Correction: Abortion Measure Story
PIERRE, S.D. (AP) — In a story Feb. 17 about an abortion bill, The Associated Press erroneously reported that a Planned Parenthood spokeswoman, Jennifer Aulwes, said abortions using an approach known as dilation and evacuation aren’t performed in South Dakota. Aulwes said Planned Parenthood, which operates South Dakota’s only clinic that provides elective abortions, doesn’t use that approach in abortions it performs in the state. South Dakota hospitals sometimes use the approach during non-elective abortions performed because a mother’s life is in danger.
A corrected version of the story is below:
Panel approves potential prohibition of abortion procedure
South Dakota House committee approves potential prohibition of later-term abortion procedure
By JAMES NORD
Associated Press
PIERRE, S.D. (AP) — A measure that could ban a surgical abortion procedure that Planned Parenthood says it doesn’t perform in South Dakota passed through a House committee on Tuesday.
The bill’s sponsor, Republican Rep. Isaac Latterell, told the House Health and Human Services Committee that a later-term abortion procedure could involve separating the skull from the spine. He said his legislation bans that practice, which he said may be part of a procedure called dilation and evacuation.

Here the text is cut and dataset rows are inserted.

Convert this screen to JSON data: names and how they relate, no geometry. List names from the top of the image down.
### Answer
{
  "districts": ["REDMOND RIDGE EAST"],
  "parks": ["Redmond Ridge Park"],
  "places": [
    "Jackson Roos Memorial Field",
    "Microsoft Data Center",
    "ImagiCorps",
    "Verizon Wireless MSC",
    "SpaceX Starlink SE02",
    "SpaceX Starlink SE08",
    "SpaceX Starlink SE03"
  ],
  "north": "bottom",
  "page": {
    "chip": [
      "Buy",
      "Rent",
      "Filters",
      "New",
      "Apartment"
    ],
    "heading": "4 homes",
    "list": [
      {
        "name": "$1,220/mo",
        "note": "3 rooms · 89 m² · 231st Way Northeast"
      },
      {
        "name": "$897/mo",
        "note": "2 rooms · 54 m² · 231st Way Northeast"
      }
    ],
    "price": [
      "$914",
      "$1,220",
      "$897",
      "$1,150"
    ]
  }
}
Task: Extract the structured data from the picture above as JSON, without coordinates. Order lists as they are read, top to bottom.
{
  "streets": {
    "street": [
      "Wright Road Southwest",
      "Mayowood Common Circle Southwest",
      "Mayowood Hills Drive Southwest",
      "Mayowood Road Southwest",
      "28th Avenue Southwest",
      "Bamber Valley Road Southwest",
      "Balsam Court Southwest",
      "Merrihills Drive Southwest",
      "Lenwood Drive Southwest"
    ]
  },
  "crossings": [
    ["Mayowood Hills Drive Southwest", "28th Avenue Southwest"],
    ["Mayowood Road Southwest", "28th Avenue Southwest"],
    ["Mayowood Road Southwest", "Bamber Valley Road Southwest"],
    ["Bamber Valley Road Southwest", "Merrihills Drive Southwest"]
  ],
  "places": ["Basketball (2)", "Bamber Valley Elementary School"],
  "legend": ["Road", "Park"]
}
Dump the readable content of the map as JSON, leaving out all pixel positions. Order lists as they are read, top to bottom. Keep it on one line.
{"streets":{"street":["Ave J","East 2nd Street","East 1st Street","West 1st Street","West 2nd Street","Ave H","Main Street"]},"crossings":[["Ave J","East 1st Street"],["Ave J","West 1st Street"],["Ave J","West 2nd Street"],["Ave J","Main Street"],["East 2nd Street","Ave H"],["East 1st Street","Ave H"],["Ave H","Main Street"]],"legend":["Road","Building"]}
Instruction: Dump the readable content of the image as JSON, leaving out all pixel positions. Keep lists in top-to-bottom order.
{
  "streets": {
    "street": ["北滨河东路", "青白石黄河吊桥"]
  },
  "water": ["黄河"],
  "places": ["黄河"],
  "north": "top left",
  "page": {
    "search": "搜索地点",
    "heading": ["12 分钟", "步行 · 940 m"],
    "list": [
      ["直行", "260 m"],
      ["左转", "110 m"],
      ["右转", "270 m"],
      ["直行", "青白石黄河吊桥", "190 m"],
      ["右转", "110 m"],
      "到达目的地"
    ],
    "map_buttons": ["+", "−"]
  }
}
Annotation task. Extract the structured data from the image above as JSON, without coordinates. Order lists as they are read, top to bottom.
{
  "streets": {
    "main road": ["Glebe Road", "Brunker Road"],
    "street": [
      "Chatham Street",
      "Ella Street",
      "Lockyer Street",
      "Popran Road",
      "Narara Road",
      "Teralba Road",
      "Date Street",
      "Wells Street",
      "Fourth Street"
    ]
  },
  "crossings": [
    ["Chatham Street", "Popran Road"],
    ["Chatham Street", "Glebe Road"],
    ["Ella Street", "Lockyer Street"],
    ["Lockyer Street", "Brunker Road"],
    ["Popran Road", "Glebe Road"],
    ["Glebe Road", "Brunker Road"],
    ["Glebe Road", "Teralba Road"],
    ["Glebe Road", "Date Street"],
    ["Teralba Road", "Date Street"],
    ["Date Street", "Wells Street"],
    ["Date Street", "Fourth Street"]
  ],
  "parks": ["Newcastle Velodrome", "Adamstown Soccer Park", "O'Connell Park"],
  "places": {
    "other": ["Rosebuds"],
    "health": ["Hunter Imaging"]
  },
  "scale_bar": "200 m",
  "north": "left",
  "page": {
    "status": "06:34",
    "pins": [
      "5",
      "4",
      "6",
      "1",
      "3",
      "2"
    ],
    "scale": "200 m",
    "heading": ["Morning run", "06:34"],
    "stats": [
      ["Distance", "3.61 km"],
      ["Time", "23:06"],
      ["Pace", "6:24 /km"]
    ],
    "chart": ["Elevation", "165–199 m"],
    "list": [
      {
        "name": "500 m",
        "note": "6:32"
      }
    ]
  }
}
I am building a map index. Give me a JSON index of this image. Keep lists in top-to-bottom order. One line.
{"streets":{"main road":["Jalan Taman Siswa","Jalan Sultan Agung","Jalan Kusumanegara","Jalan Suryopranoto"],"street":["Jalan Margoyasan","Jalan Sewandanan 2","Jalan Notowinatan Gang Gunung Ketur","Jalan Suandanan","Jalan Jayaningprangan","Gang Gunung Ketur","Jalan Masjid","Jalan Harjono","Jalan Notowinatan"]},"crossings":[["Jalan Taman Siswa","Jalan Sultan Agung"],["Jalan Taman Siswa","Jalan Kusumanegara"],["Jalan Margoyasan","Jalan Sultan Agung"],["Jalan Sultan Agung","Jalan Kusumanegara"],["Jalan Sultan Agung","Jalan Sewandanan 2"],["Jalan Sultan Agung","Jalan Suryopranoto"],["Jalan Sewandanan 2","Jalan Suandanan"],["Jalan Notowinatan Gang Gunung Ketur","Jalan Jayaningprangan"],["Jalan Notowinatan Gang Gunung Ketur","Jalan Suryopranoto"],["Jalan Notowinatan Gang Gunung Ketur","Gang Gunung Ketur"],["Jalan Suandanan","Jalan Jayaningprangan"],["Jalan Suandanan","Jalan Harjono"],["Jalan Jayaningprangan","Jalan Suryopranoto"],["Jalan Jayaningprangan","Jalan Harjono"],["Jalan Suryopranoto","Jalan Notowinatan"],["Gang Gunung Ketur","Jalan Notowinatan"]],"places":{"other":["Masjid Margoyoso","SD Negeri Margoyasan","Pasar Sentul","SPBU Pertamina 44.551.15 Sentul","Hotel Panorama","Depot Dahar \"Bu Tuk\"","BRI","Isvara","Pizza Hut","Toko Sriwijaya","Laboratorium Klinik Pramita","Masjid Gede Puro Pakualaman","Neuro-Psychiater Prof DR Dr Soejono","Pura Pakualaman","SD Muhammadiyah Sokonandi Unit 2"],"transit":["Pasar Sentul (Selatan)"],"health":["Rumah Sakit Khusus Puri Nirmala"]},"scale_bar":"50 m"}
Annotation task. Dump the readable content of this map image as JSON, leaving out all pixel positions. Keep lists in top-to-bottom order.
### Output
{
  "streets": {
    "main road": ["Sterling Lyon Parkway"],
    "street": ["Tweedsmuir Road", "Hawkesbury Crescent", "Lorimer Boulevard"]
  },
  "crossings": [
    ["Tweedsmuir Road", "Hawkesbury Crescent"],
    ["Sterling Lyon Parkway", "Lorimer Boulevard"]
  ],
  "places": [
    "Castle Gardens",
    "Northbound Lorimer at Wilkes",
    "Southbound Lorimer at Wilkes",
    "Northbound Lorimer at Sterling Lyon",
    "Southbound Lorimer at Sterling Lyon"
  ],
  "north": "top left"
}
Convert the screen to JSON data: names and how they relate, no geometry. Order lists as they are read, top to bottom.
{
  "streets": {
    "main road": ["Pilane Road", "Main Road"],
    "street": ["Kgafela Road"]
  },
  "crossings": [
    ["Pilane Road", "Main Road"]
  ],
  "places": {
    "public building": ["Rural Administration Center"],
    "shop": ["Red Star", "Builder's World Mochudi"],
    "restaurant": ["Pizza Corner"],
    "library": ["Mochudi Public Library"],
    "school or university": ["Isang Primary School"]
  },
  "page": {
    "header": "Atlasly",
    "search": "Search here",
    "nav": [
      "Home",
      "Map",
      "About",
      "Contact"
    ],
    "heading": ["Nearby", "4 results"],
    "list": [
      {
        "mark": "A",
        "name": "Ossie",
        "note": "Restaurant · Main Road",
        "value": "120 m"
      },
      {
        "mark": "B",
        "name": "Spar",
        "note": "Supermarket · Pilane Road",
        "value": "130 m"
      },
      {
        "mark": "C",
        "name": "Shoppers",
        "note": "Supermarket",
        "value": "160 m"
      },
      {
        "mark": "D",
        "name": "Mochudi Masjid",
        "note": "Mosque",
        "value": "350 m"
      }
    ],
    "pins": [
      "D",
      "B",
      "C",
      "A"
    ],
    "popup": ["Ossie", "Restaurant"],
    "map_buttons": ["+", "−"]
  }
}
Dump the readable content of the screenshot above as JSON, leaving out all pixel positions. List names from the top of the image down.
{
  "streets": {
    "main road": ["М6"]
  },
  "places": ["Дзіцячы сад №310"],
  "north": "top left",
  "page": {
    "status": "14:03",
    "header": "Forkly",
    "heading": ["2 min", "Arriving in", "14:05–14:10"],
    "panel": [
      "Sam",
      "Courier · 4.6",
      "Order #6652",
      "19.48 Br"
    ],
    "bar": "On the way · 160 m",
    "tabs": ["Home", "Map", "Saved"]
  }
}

“I believe at a certain size child it’s necessary to sever the head from the spine, and if that is done during a (dilation and evacuation procedure) then I’m opposed to it,” Latterell said in an interview Tuesday.
Planned Parenthood spokeswoman Jennifer Aulwes said the language in the bill is medically inaccurate and inflammatory and that Planned Parenthood doesn’t perform the procedure in South Dakota.
A state Health Department report says the procedure was used in 0.2 percent of South Dakota abortions in 2013, but it doesn’t detail who performed the abortions.
The committee approved the measure 11-2, over the protests of Democrats.
Elizabeth Nash is a policy analyst with the Guttmacher Institute, a national research organization that supports legal access to abortion. She said the bill appears to be an attempt to make abortion sound “horrible” and a step toward banning another type of procedure.
“What this bill is really about is the inflammatory language and riling up people to be opposed to abortion,” Nash said. “This language is pretty gruesome. It’s inflammatory. It’s designed to get the political juices flowing. It is not really about what medical practice is like.”
She said South Dakota’s only abortion clinic, in Sioux Falls, doesn’t perform abortions after a pregnancy reaches 14 weeks. Planned Parenthood’s website says dilation and evacuation typically occurs after 16 weeks.
South Dakota law limits abortions after 24 weeks, according to the Guttmacher Institute.